BFMTV

Attentats en Corse: le bâtonnier d'Ajaccio Dominique Ferrari mis en examen

Le bâtonier d'Ajaccio, Me Dominique Ferrari, a été mis en examen ce jeudi.

Le bâtonier d'Ajaccio, Me Dominique Ferrari, a été mis en examen ce jeudi. - Pascal Pochard Casabianca - AFP

L'avocat a été mis en cause par un juge antiterroriste dans le cadre d'une enquête sur des attentats, commis en 2013, contre des gendarmeries en Corse.

L'avocat Dominique Ferrari, bâtonnier d'Ajaccio, a été mis en examen, ce jeudi, par un juge antiterroriste dans l'enquête sur des attentats contre des gendarmeries en Corse en 2013. C'est l'un de ses avocats qui l'a annoncé.

Des attaques à la roquette

"A ce stade", a estimé Me Eric Barbolosi, le placement de son client sous le statut de témoin assisté aurait été "largement suffisant".

Les casernes de gendarmerie de Battesti à Ajaccio et de Bastia avaient été la cible d'attaques à la roquette antichar, le 5 décembre 2013. Ces actions, qui n'avaient pas fait de victimes, avaient été interprétées comme la riposte à des arrestations de sympathisants nationalistes, soupçonnés de deux "nuits bleues" contre des résidences secondaires en mai et décembre 2012. Elles n'ont jamais été revendiquées.
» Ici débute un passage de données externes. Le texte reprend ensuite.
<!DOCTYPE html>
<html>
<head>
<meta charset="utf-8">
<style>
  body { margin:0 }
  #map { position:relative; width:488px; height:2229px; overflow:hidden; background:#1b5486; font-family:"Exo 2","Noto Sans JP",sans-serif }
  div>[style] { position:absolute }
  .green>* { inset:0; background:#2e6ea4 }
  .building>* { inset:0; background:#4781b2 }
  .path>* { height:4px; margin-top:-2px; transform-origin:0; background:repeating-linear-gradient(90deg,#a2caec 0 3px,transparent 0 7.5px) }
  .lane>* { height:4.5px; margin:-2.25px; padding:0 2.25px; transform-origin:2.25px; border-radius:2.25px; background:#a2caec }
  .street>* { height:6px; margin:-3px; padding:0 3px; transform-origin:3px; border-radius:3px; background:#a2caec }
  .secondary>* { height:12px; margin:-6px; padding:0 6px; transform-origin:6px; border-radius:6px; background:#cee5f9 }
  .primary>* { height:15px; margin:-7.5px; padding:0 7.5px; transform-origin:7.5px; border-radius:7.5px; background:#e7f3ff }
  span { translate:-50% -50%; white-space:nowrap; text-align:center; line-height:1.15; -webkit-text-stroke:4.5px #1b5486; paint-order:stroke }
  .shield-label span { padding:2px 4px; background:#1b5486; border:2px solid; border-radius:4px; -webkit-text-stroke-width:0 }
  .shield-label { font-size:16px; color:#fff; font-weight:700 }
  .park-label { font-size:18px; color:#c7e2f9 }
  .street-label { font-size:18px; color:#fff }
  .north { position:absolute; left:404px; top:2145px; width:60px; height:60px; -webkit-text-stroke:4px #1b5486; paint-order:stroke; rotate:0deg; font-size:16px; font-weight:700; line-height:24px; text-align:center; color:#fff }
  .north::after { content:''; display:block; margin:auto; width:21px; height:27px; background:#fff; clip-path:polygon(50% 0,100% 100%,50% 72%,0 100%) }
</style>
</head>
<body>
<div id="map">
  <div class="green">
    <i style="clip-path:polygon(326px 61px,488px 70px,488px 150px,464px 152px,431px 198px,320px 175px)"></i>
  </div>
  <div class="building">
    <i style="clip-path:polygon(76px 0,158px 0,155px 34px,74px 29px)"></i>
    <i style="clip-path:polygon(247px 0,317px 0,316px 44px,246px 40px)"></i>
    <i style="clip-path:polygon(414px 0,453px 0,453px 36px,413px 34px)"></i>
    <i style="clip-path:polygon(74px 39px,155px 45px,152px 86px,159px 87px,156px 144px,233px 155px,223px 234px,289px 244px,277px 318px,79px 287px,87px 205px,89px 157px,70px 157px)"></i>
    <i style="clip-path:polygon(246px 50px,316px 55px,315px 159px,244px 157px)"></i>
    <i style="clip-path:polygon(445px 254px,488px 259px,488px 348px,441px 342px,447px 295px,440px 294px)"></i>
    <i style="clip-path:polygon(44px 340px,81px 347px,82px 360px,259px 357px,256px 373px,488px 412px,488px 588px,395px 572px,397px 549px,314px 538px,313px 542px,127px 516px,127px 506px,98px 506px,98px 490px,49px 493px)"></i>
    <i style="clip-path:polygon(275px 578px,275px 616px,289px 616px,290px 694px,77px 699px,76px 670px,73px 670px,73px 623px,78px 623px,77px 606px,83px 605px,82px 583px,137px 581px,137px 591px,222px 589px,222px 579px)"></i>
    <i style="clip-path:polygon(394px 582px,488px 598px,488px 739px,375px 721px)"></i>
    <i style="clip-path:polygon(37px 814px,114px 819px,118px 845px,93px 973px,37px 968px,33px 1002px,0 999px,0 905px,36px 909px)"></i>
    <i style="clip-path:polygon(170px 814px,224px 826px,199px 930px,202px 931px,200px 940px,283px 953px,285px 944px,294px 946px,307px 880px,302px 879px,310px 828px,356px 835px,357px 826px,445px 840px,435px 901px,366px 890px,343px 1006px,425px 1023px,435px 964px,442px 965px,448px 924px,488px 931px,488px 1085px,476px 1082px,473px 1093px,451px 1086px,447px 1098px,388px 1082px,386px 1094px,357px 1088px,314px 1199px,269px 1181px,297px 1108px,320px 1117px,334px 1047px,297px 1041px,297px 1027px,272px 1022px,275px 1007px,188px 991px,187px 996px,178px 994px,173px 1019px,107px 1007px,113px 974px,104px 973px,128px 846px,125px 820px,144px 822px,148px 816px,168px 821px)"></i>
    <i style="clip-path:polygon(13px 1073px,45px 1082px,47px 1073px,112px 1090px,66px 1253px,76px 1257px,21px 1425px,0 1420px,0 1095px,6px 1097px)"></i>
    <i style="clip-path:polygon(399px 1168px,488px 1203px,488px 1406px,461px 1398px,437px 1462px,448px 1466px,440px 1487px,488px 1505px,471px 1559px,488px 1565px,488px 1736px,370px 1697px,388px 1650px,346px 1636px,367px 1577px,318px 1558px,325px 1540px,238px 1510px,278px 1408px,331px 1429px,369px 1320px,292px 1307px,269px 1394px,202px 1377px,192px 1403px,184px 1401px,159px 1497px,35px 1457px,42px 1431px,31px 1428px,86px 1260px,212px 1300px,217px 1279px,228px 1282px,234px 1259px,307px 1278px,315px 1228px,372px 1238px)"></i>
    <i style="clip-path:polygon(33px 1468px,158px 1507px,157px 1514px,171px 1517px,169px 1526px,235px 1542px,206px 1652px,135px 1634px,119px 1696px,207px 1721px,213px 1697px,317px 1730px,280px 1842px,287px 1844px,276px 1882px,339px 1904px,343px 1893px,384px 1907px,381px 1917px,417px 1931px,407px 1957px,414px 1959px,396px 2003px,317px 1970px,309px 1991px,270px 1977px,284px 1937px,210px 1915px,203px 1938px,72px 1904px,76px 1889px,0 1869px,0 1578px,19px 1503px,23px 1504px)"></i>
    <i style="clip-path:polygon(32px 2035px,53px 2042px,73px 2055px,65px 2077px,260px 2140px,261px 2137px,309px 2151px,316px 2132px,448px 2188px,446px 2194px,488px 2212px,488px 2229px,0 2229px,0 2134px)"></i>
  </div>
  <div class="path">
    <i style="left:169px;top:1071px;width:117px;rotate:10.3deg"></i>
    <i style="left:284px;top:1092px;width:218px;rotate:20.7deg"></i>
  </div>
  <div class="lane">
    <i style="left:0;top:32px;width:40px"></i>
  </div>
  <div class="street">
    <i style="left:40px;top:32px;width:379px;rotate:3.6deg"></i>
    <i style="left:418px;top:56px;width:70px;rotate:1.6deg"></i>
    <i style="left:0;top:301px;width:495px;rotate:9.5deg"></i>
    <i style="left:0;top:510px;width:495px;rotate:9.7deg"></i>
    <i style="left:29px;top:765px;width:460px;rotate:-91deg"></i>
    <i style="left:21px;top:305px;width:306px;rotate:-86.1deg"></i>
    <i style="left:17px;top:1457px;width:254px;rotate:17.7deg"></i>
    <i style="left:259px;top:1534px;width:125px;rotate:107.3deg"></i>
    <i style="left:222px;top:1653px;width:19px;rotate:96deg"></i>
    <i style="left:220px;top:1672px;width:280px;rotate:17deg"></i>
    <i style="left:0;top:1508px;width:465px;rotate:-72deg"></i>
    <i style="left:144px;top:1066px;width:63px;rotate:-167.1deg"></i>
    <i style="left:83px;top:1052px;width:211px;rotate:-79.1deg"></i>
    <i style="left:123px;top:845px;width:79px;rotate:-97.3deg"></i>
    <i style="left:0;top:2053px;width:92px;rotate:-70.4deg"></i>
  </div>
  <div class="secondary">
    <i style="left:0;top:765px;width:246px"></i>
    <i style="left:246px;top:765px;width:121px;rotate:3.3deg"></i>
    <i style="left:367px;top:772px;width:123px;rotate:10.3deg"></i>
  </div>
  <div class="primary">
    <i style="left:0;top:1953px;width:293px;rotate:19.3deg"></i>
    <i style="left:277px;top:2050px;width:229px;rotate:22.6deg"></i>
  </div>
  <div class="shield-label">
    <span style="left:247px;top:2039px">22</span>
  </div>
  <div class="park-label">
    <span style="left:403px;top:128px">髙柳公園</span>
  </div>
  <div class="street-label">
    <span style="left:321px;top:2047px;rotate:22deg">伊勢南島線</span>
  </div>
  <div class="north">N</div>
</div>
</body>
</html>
"Ce tir aurait pu tuer des gendarmes ou des membres de leurs familles. Ces faits sont particulièrement graves", avait déclaré Manuel Valls, alors ministre de l'Intérieur.
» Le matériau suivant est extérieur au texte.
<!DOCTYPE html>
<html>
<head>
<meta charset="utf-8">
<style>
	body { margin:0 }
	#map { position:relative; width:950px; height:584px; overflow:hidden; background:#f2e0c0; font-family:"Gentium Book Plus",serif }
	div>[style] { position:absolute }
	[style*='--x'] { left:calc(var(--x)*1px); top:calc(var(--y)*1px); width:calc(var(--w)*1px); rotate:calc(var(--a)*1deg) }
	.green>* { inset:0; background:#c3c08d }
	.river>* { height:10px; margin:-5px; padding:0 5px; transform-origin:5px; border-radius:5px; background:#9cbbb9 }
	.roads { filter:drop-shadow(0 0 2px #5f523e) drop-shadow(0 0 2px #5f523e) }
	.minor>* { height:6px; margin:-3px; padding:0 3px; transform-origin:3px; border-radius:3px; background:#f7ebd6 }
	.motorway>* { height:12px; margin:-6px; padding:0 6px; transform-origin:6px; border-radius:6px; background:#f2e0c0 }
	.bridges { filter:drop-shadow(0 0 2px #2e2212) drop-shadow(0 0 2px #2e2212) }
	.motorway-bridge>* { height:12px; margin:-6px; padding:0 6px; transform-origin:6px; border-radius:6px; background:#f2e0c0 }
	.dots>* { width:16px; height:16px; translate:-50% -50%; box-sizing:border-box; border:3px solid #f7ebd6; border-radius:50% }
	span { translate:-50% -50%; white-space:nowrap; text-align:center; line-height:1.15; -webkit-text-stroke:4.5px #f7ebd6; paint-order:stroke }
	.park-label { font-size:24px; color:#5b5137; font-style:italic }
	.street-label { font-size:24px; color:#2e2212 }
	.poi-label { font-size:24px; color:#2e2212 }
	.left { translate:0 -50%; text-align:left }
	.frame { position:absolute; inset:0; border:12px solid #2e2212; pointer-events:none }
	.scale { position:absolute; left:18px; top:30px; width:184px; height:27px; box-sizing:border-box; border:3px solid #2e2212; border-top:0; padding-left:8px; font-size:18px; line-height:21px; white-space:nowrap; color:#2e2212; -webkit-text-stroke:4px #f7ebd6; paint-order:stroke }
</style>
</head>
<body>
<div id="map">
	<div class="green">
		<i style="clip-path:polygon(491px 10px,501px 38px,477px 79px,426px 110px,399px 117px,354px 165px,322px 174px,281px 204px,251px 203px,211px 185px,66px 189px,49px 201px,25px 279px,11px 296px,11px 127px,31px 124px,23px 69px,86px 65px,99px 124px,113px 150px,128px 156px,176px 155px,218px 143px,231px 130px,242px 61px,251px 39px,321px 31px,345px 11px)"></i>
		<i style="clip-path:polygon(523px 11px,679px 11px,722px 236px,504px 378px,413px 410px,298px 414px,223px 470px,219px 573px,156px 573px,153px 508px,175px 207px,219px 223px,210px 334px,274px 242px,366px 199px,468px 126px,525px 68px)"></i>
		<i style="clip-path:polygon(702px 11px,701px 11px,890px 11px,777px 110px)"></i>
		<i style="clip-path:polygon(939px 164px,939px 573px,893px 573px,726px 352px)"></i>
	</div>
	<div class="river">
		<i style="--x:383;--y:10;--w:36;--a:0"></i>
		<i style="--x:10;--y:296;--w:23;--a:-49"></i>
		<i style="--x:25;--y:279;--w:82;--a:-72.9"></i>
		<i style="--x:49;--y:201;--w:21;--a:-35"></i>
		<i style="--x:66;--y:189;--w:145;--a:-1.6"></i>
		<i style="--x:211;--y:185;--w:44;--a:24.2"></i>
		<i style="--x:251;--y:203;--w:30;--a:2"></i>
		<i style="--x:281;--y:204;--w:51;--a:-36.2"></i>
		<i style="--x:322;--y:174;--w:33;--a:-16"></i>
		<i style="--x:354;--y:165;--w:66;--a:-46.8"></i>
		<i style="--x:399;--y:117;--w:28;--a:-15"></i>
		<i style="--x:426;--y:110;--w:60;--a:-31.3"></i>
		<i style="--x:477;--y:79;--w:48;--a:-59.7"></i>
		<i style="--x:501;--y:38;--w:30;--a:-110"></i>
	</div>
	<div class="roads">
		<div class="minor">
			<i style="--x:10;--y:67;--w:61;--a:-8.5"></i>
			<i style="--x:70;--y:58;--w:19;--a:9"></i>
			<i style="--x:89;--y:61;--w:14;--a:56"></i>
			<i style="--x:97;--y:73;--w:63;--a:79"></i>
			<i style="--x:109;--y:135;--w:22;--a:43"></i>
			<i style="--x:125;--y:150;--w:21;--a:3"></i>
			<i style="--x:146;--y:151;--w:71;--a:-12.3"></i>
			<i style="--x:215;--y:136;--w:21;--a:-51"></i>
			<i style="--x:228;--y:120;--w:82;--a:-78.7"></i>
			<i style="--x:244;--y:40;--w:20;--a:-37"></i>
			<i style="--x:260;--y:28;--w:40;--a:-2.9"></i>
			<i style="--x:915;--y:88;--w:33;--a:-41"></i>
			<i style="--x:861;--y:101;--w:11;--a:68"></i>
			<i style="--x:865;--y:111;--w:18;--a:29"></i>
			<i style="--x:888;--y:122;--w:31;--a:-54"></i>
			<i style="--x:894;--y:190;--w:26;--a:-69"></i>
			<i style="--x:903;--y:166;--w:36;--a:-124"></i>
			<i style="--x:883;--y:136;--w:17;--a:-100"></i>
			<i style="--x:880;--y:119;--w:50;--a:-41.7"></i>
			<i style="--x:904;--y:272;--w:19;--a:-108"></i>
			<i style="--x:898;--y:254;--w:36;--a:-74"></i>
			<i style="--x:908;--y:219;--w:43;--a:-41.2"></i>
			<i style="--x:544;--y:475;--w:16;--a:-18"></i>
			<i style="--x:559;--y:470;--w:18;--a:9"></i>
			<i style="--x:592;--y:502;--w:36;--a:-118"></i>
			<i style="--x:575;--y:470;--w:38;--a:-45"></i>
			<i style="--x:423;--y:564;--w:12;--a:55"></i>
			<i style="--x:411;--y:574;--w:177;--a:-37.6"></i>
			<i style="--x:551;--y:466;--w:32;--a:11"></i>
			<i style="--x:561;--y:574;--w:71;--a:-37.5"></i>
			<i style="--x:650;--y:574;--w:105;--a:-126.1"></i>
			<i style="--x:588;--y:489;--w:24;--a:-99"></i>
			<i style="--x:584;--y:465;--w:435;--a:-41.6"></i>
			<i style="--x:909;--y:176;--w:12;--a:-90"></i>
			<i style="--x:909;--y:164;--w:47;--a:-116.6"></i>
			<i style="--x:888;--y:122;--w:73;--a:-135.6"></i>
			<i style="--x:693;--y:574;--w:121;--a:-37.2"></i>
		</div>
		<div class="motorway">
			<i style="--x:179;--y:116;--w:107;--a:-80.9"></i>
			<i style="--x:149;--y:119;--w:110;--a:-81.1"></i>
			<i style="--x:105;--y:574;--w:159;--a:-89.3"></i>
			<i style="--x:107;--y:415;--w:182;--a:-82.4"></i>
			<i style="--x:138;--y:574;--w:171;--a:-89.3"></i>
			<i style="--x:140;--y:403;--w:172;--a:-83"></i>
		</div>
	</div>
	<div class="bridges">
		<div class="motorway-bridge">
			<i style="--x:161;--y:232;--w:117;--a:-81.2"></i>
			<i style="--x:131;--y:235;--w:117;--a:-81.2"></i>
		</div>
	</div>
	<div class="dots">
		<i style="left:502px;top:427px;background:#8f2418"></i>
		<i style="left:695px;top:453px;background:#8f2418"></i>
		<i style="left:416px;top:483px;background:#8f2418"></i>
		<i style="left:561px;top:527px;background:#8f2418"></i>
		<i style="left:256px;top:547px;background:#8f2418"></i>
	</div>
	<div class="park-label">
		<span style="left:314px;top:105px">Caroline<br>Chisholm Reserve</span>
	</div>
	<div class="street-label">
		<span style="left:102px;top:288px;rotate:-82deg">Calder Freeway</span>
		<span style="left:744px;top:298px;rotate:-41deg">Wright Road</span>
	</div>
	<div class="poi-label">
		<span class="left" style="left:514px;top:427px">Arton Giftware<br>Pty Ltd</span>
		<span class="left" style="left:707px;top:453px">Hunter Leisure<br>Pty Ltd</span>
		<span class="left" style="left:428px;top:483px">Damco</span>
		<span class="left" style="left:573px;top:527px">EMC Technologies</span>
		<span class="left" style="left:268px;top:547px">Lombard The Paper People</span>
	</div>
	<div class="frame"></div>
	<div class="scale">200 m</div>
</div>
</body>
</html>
Deux personnes en garde à vue

Deux personnes restent en garde à vue dans ce dossier, selon une source judiciaire.

Au centre des investigations, la découverte en décembre 2013 d'un arsenal dans un box appartenant à la soeur de Me Ferrari, ont expliqué des sources proches du dossier. Celle-ci avait été libérée à l'issue de sa garde à vue. Mais le bâtonnier d'Ajaccio est soupçonné d'en être le gérant de fait, affirme une de ces sources. Avaient notamment été retrouvés un pistolet automatique, des gilets pare-balles, une grenade, des armes longues, des armes de poing, des munitions, ainsi qu'une cagoule.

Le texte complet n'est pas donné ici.